Work task: Could you transcribe each record below exactly as written, setting the pictures aside?

Stored items
□ □ □ □

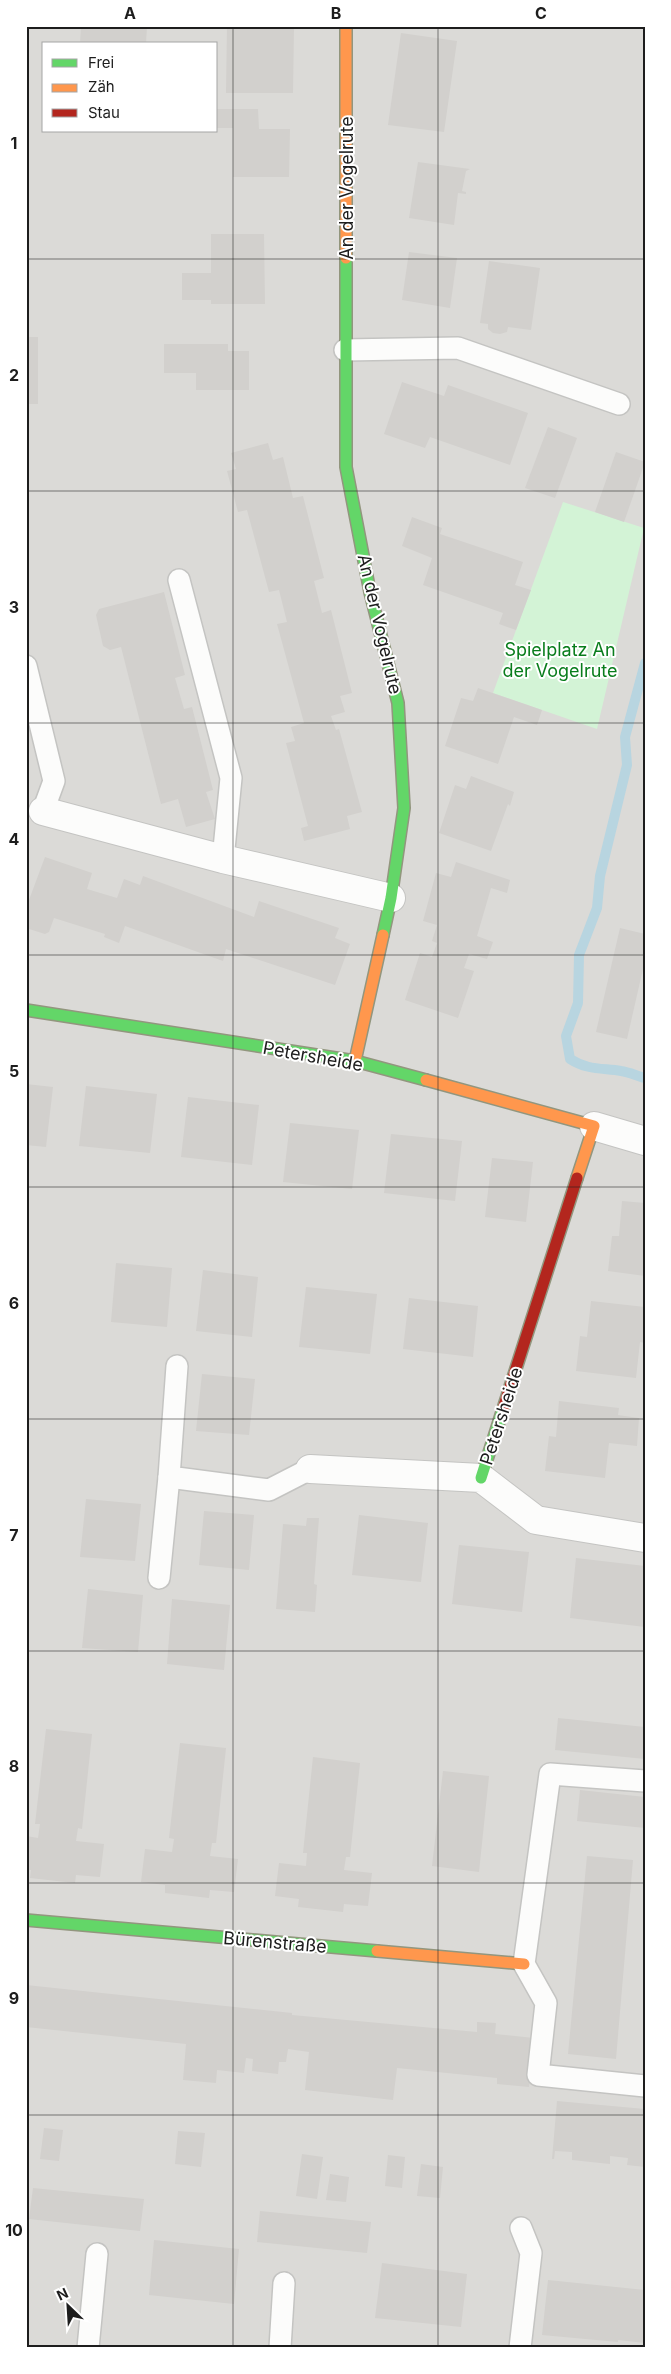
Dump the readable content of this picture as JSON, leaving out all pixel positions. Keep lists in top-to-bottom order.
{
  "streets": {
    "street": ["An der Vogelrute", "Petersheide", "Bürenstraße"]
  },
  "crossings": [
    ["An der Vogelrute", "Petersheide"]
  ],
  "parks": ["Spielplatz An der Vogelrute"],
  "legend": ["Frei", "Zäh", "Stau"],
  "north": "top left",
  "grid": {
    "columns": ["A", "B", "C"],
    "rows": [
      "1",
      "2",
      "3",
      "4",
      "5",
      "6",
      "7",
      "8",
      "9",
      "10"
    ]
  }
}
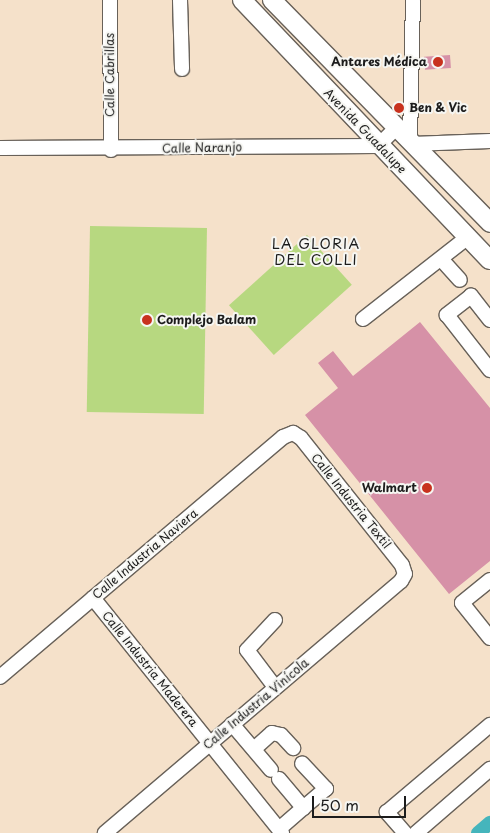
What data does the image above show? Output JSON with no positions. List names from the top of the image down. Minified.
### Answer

□ □ □ □

Completed exercise:
Dump the readable content of this picture as JSON, leaving out all pixel positions. Keep lists in top-to-bottom order.
{
  "streets": {
    "street": ["An der Vogelrute", "Petersheide", "Bürenstraße"]
  },
  "crossings": [
    ["An der Vogelrute", "Petersheide"]
  ],
  "parks": ["Spielplatz An der Vogelrute"],
  "legend": ["Frei", "Zäh", "Stau"],
  "north": "top left",
  "grid": {
    "columns": ["A", "B", "C"],
    "rows": [
      "1",
      "2",
      "3",
      "4",
      "5",
      "6",
      "7",
      "8",
      "9",
      "10"
    ]
  }
}
What data does the image above show? Output JSON with no positions. List names from the top of the image down. Minified.
### Answer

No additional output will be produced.